Tosca … ce n’est pas la première fois que nous traitons de l’opéra de Puccini, mais en l’état la lecture qu’en a fait Christof Loy pour l’Opéra National de Finlande fait date par sa brutalité et sa justesse, en écho avec une actualité sordide.
Reprenons : cantatrice italienne réputée et adulée, Floria Tosca est follement éprise du peintre Mario Cavaradossi, … éprise et jalouse. Soupçonnant son amant de la tromper avec une mystérieuse comtesse romaine, elle le balance à Scarpia, le chef de la police, un véritable despote doublé d’un fanatique religieux et d’un obsédé cruel. Problème : Mario ne la trompe guère, il cache juste un opposant politique. Arrêté, il est torturé sous les yeux de sa belle, qui, atterrée, dévoile où se cache le clandestin.
Reste à sauver Mario de l’exécution. Tosca, malgré sa répulsion, accepte de se donner à Scarpia qui la convoite depuis longtemps, en échange de la grâce de son aimé et d’un sauf conduit leur permettant de fuir ; au moment de s’abandonner à son tortionnaire, elle le poignarde, rejoint Mario dans les geôles du château Saint Ange, assiste à sa mise à mort qu’elle croit feinte, se suicide en sautant du haut des remparts quand elle s’aperçoit qu’il a vraiment été liquidé. Fin de l’histoire.
Et un chef d’œuvre de suspens et d’intensité, qui oppose l’artistique et le politique, la diva et le sbire, dans ce mythique acte II qui finit dans le sang et les ténèbres. Il ne fait pas bon être créatif sous la botte de pareil tyran, peu importe l’époque. Mêlant costumes du XVIIIeme siècle et tenues contemporaines, le metteur en scène Loy donne ainsi à voir la récurrence de l’oppression, la résurgence de la violence étatique face à l’individu. Dans ce qu’elle a de plus atroce.
Le deuxième tableau confronte ainsi un Scarpia dépravé et psychopathe avec une Tosca avilie et déphasée, totalement dépassée par la tourmente qui la saisit. Soulignons l’exceptionnelle interprétation de Tuomas Pursio et Ausriné Stundyté qui font de ce passage un réel bras de fer, aussi physique que psychologique.

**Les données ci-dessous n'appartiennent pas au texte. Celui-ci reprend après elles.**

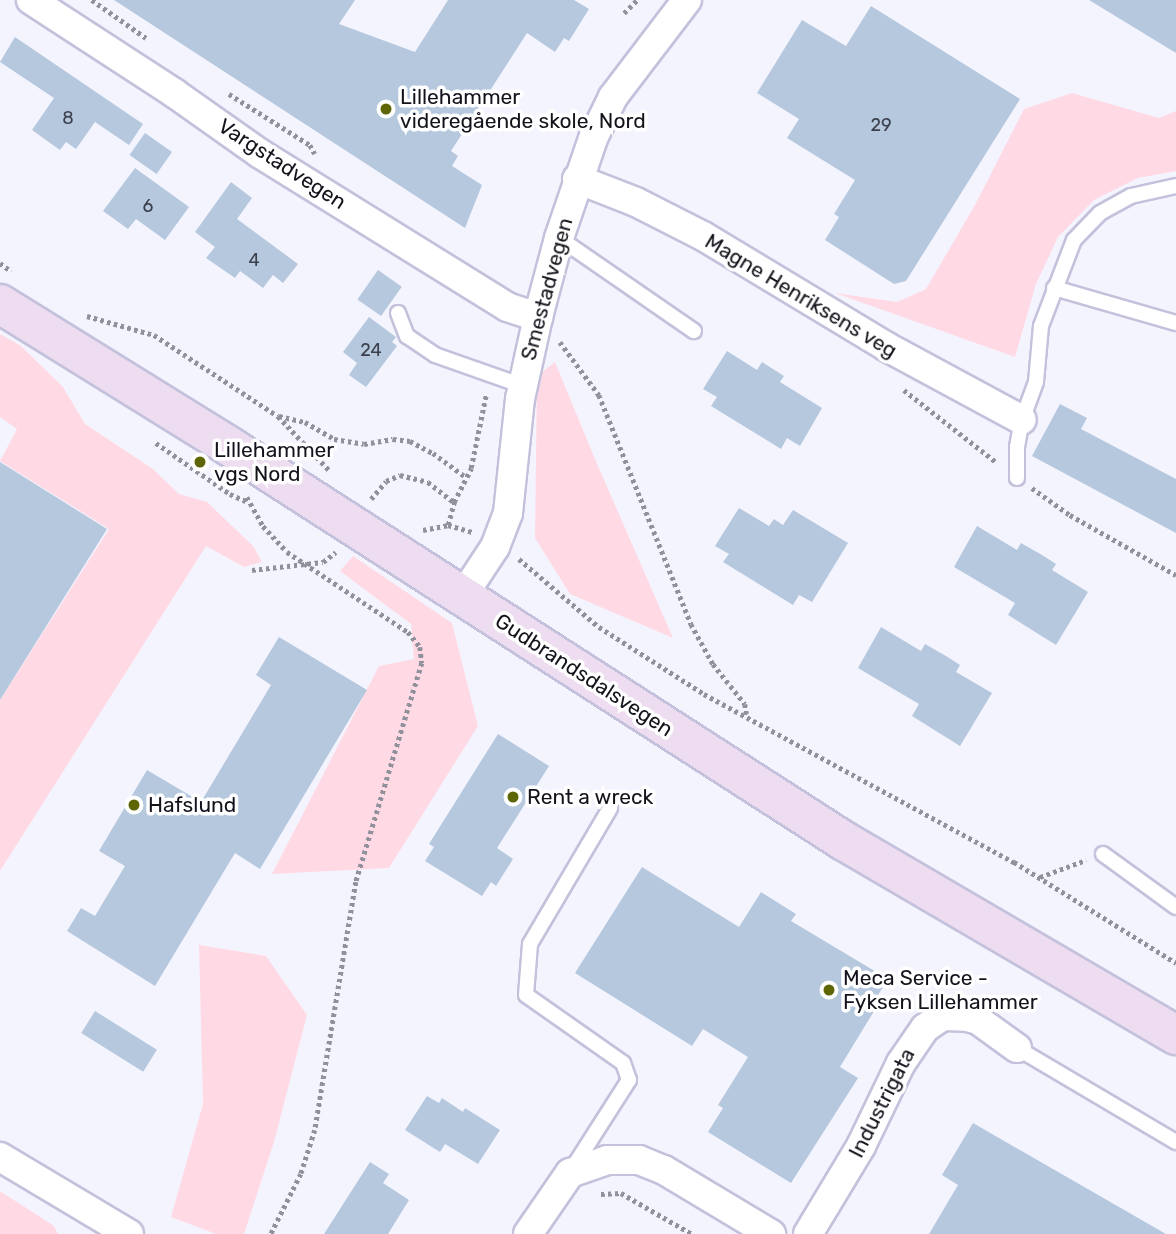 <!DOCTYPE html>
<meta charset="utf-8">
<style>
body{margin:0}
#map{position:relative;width:1176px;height:1234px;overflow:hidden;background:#f4f4ff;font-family:Rubik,sans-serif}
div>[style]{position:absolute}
.green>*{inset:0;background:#ffdae5}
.building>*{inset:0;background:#b6c8de;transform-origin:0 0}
.path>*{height:4.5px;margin-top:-2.25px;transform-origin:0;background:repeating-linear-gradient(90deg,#91919b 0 3.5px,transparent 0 7px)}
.roads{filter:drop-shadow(2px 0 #c3c1db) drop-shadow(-2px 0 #c3c1db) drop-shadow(0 2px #c3c1db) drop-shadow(0 -2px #c3c1db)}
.service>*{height:14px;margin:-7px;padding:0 7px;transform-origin:7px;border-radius:7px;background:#fff}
.minor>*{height:28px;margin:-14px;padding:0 14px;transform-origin:14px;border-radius:14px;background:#fff}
.secondary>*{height:38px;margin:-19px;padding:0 19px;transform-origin:19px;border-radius:19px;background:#eedcf0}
.dots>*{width:19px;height:19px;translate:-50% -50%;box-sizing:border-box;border:4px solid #fff;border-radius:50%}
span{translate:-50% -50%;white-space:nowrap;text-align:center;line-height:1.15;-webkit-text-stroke:7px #fff;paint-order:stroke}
.number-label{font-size:18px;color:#3c404c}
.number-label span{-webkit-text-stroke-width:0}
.poi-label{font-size:21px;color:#14131c}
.left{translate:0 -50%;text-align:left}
.street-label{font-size:21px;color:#14131c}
</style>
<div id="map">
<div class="green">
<i style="clip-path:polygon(1072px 93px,1159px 118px,1176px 111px,1176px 171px,1138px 178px,1094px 200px,1058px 237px,1036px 284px,1015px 357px,835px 293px,897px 302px,926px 289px,975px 205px,1024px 109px)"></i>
<i style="clip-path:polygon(0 334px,21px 346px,63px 387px,85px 424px,153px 469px,179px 494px,207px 502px,253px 546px,262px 562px,244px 567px,206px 546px,0 871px,0 700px,109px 529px,0 461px,17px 429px,0 417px)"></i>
<i style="clip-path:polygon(555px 362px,595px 459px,673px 638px,570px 594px,535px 538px,537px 376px)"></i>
<i style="clip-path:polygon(353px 556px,452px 623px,478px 726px,389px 868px,272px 874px,379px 666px,414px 659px,411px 624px,340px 571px)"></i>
<i style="clip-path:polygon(199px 945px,266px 956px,307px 1015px,274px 1142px,244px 1234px,216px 1234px,171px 1217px,203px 1104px)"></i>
<i style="clip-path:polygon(0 1191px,54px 1226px,58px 1234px,0 1234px)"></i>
</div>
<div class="building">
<i style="clip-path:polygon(114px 0,355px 0,339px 24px,415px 52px,448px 0,574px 0,589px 9px,569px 41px,564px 38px,555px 52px,527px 33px,451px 151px,458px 156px,452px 166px,482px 185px,465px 228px)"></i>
<i style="clip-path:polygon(1089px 0,1176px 0,1176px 53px)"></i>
<i style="clip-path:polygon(871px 6px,1020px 99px,906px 281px,894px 284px,825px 240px,839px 217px,834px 214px,855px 180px,787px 138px,799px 119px,757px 93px,802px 20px,846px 46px)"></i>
<i style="clip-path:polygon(15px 37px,143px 124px,129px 145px,95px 122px,76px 149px,66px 142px,60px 150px,32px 130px,54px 98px,0 62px)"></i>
<i style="left:145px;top:133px;width:33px;height:27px;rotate:35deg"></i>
<i style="clip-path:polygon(135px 168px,189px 207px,165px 240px,136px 219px,128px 229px,103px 211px)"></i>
<i style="clip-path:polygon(231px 182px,252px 198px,237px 219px,298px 264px,283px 283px,273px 275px,263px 288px,240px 271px,235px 278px,206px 258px,215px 247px,195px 232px)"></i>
<i style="left:378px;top:270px;width:29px;height:36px;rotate:35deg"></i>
<i style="clip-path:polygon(369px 317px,396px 337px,392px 342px,397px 346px,366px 387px,349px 375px,357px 363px,343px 352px)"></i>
<i style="clip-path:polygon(727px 351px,757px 370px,762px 362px,784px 376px,780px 382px,822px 408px,800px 446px,787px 438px,781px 449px,711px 406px,717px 397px,703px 389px)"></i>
<i style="clip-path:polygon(1060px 404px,1087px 418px,1081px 429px,1176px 479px,1176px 533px,1032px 456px)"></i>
<i style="clip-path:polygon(0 462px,107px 529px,0 700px)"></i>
<i style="clip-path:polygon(739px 508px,769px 526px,774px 519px,783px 525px,793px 510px,848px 543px,812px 602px,799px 595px,793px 605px,723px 562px,729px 554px,715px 546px)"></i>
<i style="clip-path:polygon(977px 526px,1017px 550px,1021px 543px,1042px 555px,1056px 564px,1052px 570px,1088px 592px,1056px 645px,1008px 615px,1015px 603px,954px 567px)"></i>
<i style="clip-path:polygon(881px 627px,921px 651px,925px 644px,946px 656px,960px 665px,956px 672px,992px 693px,960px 746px,912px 716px,919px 704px,858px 668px)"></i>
<i style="clip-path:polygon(279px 637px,367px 690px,260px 869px,235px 853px,155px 986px,67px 931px,81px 908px,95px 916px,125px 866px,99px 851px,147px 770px,201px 802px,271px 685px,256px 675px)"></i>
<i style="clip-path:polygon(498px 734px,549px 766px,497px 848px,513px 859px,496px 886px,491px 882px,482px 896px,425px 861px,434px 847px,429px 844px)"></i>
<i style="clip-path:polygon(642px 867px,739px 927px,761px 892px,796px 914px,791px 921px,888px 979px,878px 995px,882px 998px,840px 1067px,858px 1078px,791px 1183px,708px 1132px,723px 1108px,718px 1105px,748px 1057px,703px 1029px,692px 1046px,575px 973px)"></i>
<i style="left:95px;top:1011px;width:73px;height:26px;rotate:32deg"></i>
<i style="clip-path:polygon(427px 1096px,439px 1103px,442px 1098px,463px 1112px,465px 1108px,500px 1130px,478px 1164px,445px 1144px,440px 1152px,405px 1130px)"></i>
<i style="clip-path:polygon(973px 1123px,1166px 1234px,929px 1234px,958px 1185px,942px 1175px)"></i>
<i style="clip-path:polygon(370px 1162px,389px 1174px,383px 1183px,409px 1200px,388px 1234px,324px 1234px)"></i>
</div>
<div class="path">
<i style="left:92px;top:0;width:66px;rotate:35.1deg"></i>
<i style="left:624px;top:13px;width:18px;rotate:-45deg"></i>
<i style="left:229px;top:94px;width:96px;rotate:32.2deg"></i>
<i style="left:310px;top:145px;width:10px;rotate:61deg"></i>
<i style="left:0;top:263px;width:14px;rotate:36deg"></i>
<i style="left:87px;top:316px;width:70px;rotate:15.8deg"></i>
<i style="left:154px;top:335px;width:148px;rotate:33.2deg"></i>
<i style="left:278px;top:416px;width:74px;rotate:46.6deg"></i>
<i style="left:560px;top:342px;width:66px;rotate:53.7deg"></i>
<i style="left:599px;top:395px;width:247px;rotate:68.1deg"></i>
<i style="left:691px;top:624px;width:46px;rotate:61.2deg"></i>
<i style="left:713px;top:664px;width:51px;rotate:51.3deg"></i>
<i style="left:745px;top:704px;width:13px;rotate:81deg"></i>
<i style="left:904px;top:390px;width:117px;rotate:38deg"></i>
<i style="left:279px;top:416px;width:27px;rotate:13deg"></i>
<i style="left:305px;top:422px;width:34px;rotate:30deg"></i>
<i style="left:334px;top:439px;width:30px;rotate:9deg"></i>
<i style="left:364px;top:444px;width:29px;rotate:-10deg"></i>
<i style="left:393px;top:439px;width:17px;rotate:7deg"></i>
<i style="left:410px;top:441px;width:26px;rotate:28deg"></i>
<i style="left:433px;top:453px;width:42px;rotate:36.3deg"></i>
<i style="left:156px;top:443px;width:90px;rotate:34.6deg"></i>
<i style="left:230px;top:494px;width:20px;rotate:24deg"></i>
<i style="left:1032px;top:488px;width:47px;rotate:35.4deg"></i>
<i style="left:1070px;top:515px;width:122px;rotate:29.5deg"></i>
<i style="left:247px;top:497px;width:33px;rotate:61deg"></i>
<i style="left:263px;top:526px;width:35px;rotate:47deg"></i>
<i style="left:287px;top:552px;width:145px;rotate:33.5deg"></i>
<i style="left:408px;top:632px;width:19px;rotate:51deg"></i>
<i style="left:420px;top:647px;width:16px;rotate:83deg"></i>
<i style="left:422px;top:663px;width:229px;rotate:106.8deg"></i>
<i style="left:356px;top:882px;width:251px;rotate:99.4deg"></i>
<i style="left:315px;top:1130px;width:46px;rotate:107.7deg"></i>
<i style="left:301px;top:1174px;width:67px;rotate:116.6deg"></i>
<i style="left:371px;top:499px;width:23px;rotate:-50deg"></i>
<i style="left:386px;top:481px;width:15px;rotate:-23deg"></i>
<i style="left:400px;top:475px;width:29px;rotate:14deg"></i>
<i style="left:428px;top:482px;width:33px;rotate:38deg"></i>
<i style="left:448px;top:525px;width:24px;rotate:-75deg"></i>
<i style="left:454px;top:502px;width:38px;rotate:-63deg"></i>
<i style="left:471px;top:468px;width:75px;rotate:-78.4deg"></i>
<i style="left:423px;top:530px;width:25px;rotate:-11deg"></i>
<i style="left:448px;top:525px;width:25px;rotate:16deg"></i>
<i style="left:519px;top:559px;width:105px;rotate:40.4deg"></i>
<i style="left:599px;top:627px;width:125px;rotate:32.5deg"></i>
<i style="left:704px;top:694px;width:353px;rotate:28.5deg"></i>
<i style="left:1014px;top:862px;width:191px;rotate:31.9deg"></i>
<i style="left:252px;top:570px;width:71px;rotate:-6.4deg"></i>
<i style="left:323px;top:562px;width:16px;rotate:-38deg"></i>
<i style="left:1040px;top:877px;width:49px;rotate:-20.3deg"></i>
<i style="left:601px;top:1194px;width:20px;rotate:-3deg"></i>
<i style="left:621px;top:1193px;width:82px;rotate:30deg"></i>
</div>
<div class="roads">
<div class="service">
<i style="left:559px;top:238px;width:164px;rotate:34.6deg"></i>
<i style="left:1054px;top:288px;width:127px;rotate:16deg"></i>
<i style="left:398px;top:313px;width:25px;rotate:69deg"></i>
<i style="left:407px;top:336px;width:34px;rotate:34deg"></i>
<i style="left:435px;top:355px;width:93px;rotate:19.4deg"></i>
<i style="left:1017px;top:478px;width:31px;rotate:-90deg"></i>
<i style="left:1017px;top:447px;width:27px;rotate:-80deg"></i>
<i style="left:1022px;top:420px;width:40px;rotate:-69.8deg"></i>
<i style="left:1036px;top:382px;width:56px;rotate:-84.9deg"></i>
<i style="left:1041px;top:326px;width:92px;rotate:-69deg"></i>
<i style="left:1074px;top:240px;width:37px;rotate:-46deg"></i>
<i style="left:1100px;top:213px;width:35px;rotate:-29deg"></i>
<i style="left:1131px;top:196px;width:46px;rotate:-12.5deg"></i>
<i style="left:1103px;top:854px;width:90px;rotate:36deg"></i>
<i style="left:1017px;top:1048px;width:185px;rotate:30.6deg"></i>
<i style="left:572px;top:1169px;width:106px;rotate:-57.4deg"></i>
<i style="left:629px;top:1080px;width:18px;rotate:-109deg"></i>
<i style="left:623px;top:1063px;width:118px;rotate:-145deg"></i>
<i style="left:526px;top:995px;width:51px;rotate:-85.5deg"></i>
<i style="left:530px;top:944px;width:158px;rotate:-59.5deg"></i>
</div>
<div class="minor">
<i style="left:31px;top:0;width:171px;rotate:33deg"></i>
<i style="left:174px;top:93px;width:104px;rotate:35.2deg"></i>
<i style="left:259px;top:153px;width:292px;rotate:31.8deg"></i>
<i style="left:507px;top:307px;width:33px;rotate:18deg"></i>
<i style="left:577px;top:179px;width:63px;rotate:21.3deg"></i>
<i style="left:636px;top:202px;width:75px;rotate:26.9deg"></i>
<i style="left:703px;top:236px;width:215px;rotate:31.1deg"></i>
<i style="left:887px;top:347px;width:153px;rotate:28.4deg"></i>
<i style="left:462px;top:597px;width:60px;rotate:-56.6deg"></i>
<i style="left:495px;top:547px;width:36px;rotate:-69deg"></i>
<i style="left:508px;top:513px;width:115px;rotate:-84deg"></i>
<i style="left:520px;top:399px;width:84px;rotate:-77.6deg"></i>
<i style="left:538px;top:317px;width:82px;rotate:-75.1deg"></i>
<i style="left:559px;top:238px;width:108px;rotate:-71.1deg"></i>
<i style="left:594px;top:136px;width:43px;rotate:-64deg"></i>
<i style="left:613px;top:97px;width:122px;rotate:-52.7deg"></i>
<i style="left:0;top:1157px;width:150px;rotate:30.8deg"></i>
<i style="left:528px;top:1234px;width:74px;rotate:-55.5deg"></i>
<i style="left:570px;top:1173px;width:39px;rotate:-19deg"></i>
<i style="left:607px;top:1160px;width:32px"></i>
<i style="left:639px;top:1160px;width:27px;rotate:22deg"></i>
<i style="left:664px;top:1170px;width:125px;rotate:30.9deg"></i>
<i style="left:808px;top:1234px;width:103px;rotate:-58.9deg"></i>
<i style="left:861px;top:1146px;width:92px;rotate:-64.3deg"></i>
<i style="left:901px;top:1063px;width:42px;rotate:-55.6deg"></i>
<i style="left:925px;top:1028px;width:22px;rotate:-34deg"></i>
<i style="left:943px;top:1016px;width:24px;rotate:2deg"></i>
<i style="left:967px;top:1017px;width:11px;rotate:15deg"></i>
<i style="left:978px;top:1020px;width:48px;rotate:35.7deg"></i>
</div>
<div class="secondary">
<i style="left:0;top:304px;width:273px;rotate:31.8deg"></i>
<i style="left:232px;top:448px;width:727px;rotate:32.71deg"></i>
<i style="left:844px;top:841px;width:385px;rotate:30.3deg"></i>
</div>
</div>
<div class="dots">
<i style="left:386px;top:109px;background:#5e6504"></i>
<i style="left:200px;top:462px;background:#5e6504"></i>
<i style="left:513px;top:797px;background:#5e6504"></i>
<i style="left:134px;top:805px;background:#5e6504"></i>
<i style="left:829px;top:990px;background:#5e6504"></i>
</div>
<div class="number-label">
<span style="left:68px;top:118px">8</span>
<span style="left:881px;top:125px">29</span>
<span style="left:148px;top:206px">6</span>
<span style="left:254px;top:260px">4</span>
<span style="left:371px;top:350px">24</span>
</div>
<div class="poi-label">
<span class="left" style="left:400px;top:109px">Lillehammer<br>videregående skole, Nord</span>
<span class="left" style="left:214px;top:462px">Lillehammer<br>vgs Nord</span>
<span class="left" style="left:527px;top:797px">Rent a wreck</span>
<span class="left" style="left:148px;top:805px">Hafslund</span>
<span class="left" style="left:843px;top:990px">Meca Service -<br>Fyksen Lillehammer</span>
</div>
<div class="street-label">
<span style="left:282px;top:164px;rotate:33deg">Vargstadvegen</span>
<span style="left:547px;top:289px;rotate:-75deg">Smestadvegen</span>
<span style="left:801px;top:296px;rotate:31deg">Magne Henriksens veg</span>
<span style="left:584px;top:675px;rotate:33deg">Gudbrandsdalsvegen</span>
<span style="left:882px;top:1103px;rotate:-63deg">Industrigata</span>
</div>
</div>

Pour le coup Scarpia apparaît comme le monstre qu’il est, dévoré de fantasmes de domination, fasciné par le pouvoir qu’il exerce sur cette femme, incapable d’imaginer qu’elle va le terrasser. Tosca ici est crucifiée, soumise au viol de son corps et de sa conscience.
Elle devient l’incarnation de toutes celles qui subissent pareille horreur. La captation de l’opéra restitué sur ARTE, par les gros plans réalisés, permet de saisir l’intensité du jeu de chaque interprète, la manière dont ils sont éprouvés dans leur chair, l’abandon total au personnage, la dilution dans une situation insoutenable. Le chantage auquel Tosca est ici soumise s’avère le fruit de l’abjection la plus complète, la plus assumée. Et l’héroïne de sombrer progressivement, choquée, profondément perturbée dans ses idéaux, sa perception du monde. Dans ce contexte, le Vici d’arte » prend une résonance funeste, particulièrement amère, d’une beauté poignante.
Ce calvaire foudroie Tosca et son peintre chéri, les détruit en 24 heures et pour rien. Bonaparte sera victorieux, annulant la valeur de ce sacrifice qui pourrait survenir partout où règne la dictature et la barbarie. Ainsi représentée, la Rome de Loy pourrait être celle d’un Vatican rétrograde ou de Mussolini, plus généralement le reflet de ces pays où l’on écrase sans pitié la moindre créativité comme refuge ultime de liberté. Cette Tosca est donc à voir de toute urgence car elle introduit cette mise en abîme, et la tragédie des deux amants n’en est que plus intolérable.